Usa e Ucraina hanno firmato l’accordo sulle terre rare. Ecco cosa prevede l’intesa economica tra le due nazioni e quali sono le criticità.
Trump e Zelensky hanno firmato un accordo sulle terre rare destinato a rivoluzionare il legame tra le due nazioni. Una scelta importante in questo momento delicato che non può fare altrimenti che riflettersi anche sulla guerra e sui rapporti con la Russia, pur non riguardando direttamente il conflitto. L’accordo Usa-Ucraina sulle terre rare lancia infatti un chiaro segnale al mondo, allargando l’influenza statunitense anche sui territori rivendicati da Putin e allentando la dipendenza americana dalla Cina che domina il mercato delle risorse critiche. Kiev, d’altro canto, ottiene garanzie per la futura ricostruzione del Paese. Per Trump e Zelensky si tratta di un accordo win-win, come definito da Heidi Crebo-Rediker, ricercatrice senior del Council on Foreign Relations, ma anche i rischi sono notevoli per entrambi.

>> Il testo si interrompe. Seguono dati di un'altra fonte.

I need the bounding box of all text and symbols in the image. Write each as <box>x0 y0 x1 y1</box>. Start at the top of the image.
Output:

Cosa prevede l’accordo Usa-Ucraina sulle terre rare
Anche se semplificano si parla di accordo sulle terre rare, l’intesa fra Trump e Zelensky riguarda diversi minerali e risorse critiche di cui l’Ucraina abbonda e gli Stati Uniti hanno un importante fabbisogno. Il patto tra le due nazioni, firmato mercoledì 30 aprile 2025, riguarda la costituzione del Fondo di investimento per la ricostruzione Stati Uniti-Ucraina. Il Fondo sarà finanziato dagli Stati Uniti attraverso la Development finance corporation (Dfc) con finanziamenti fino a 850 milioni di dollari.

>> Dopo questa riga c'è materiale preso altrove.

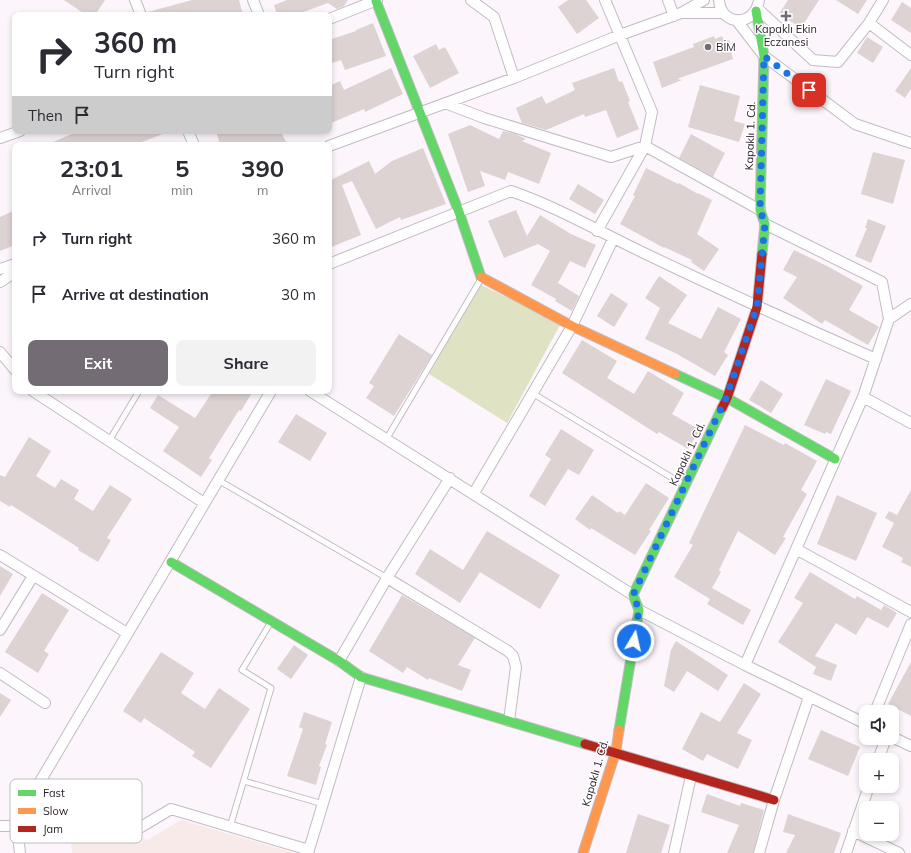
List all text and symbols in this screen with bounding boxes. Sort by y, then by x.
marker: Kapaklı Ekin Eczanesi [781,11,791,21]
place label: Kapaklı Ekin Eczanesi [755,22,817,49]
text: 360 m [94,25,177,60]
icon: right [28,28,80,80]
place label: BİM [716,40,736,54]
marker: BİM [703,42,713,52]
text: Turn right [94,60,174,83]
pin [792,73,826,107]
icon: arrive [798,79,820,101]
street label: Kapaklı 1. Cd. [742,101,758,171]
icon: arrive [71,104,93,126]
text: Then [28,106,63,125]
text: 23:01 [60,153,123,183]
text: 5 [175,153,189,183]
text: 390 [241,153,284,183]
text: Arrival [72,182,111,198]
text: min [171,182,193,198]
text: m [257,182,268,198]
icon: right [28,227,50,249]
text: Turn right [62,229,132,248]
text: 360 m [272,229,316,248]
icon: arrive [28,283,50,305]
text: Arrive at destination [62,285,209,304]
text: 30 m [281,285,316,304]
button: Exit [28,340,168,386]
button: Share [176,340,316,386]
street label: Kapaklı 1. Cd. [666,420,708,488]
position arrow [613,620,655,662]
map controls [859,705,899,841]
button: sound [859,705,899,745]
street label: Kapaklı 1. Cd. [579,738,611,808]
button: + [859,753,899,793]
legend [10,779,142,843]
text: Fast [43,786,65,800]
button: − [859,801,899,841]
text: Slow [43,804,69,818]
text: Jam [43,822,63,836]

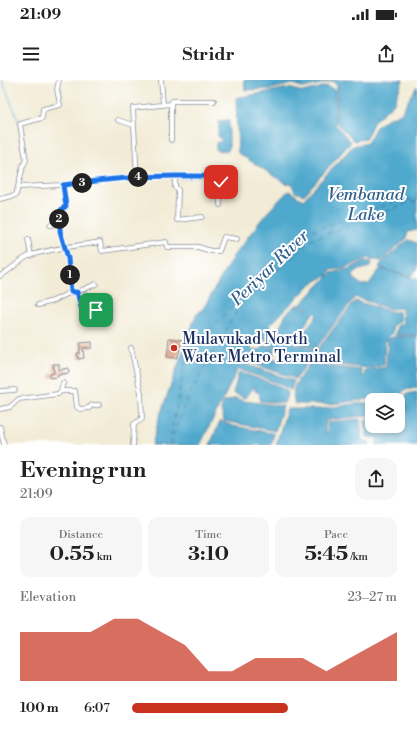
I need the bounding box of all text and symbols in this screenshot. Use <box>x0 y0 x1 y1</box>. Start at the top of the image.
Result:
text: 21:09 <box>20 5 61 24</box>
icon: menu <box>20 43 42 65</box>
text: Stridr <box>182 43 235 66</box>
icon: share <box>375 43 397 65</box>
pin <box>204 165 238 199</box>
pin: 4 <box>128 167 148 187</box>
text: 4 <box>134 170 142 184</box>
icon: check <box>210 171 232 193</box>
pin: 3 <box>72 173 92 193</box>
text: 3 <box>79 176 85 190</box>
water label: Vembanad Lake <box>328 184 406 226</box>
pin: 2 <box>49 209 69 229</box>
text: 2 <box>56 212 62 226</box>
water label: Periyar River <box>226 225 314 311</box>
pin: 1 <box>60 265 80 285</box>
text: 1 <box>67 268 73 282</box>
pin <box>79 293 113 327</box>
icon: arrive <box>85 299 107 321</box>
place label: Mulavukad North Water Metro Terminal <box>181 329 341 367</box>
marker: Mulavukad North Water Metro Terminal <box>169 343 179 353</box>
map controls <box>365 393 405 433</box>
button: layers <box>365 393 405 433</box>
text: Evening run <box>20 457 146 484</box>
button: share <box>355 458 397 500</box>
text: 21:09 <box>20 486 53 502</box>
text: Distance <box>59 528 103 542</box>
text: Time <box>195 528 222 542</box>
text: Pace <box>324 528 348 542</box>
text: 0.55 <box>50 542 94 567</box>
text: 3:10 <box>188 542 229 567</box>
text: 5:45 <box>304 542 348 567</box>
text: km <box>94 550 112 564</box>
text: /km <box>348 550 368 564</box>
text: Elevation <box>20 589 76 605</box>
text: 23–27 m <box>347 589 397 605</box>
text: 100 m <box>20 700 59 716</box>
text: 6:07 <box>84 700 110 716</box>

Non si tratta di un aiuto gratuito, per così dire, ma di un investimento per l’estrazione e la lavorazione di minerali e metalli che può fruttare incredibilmente agli Stati Uniti, segnando al contempo una svolta nello sviluppo dei settori strategici dell’Ucraina. Kiev conserva la proprietà delle risorse e il potere di supervisionare l’andamento del progetto in maniera congiunta con gli Usa, mentre quest’ultimi ottengono una percentuale di utili e la prelazione sulle miniere. Al centro dell’accordo ci sono:
- miniere di litio, titanio, uranio e terre rare;
- piccoli reattori nucleari;
- filiere industriali locali;
- infrastrutture per esportare in Occidente;
- trasferimento e sviluppo di tecnologie.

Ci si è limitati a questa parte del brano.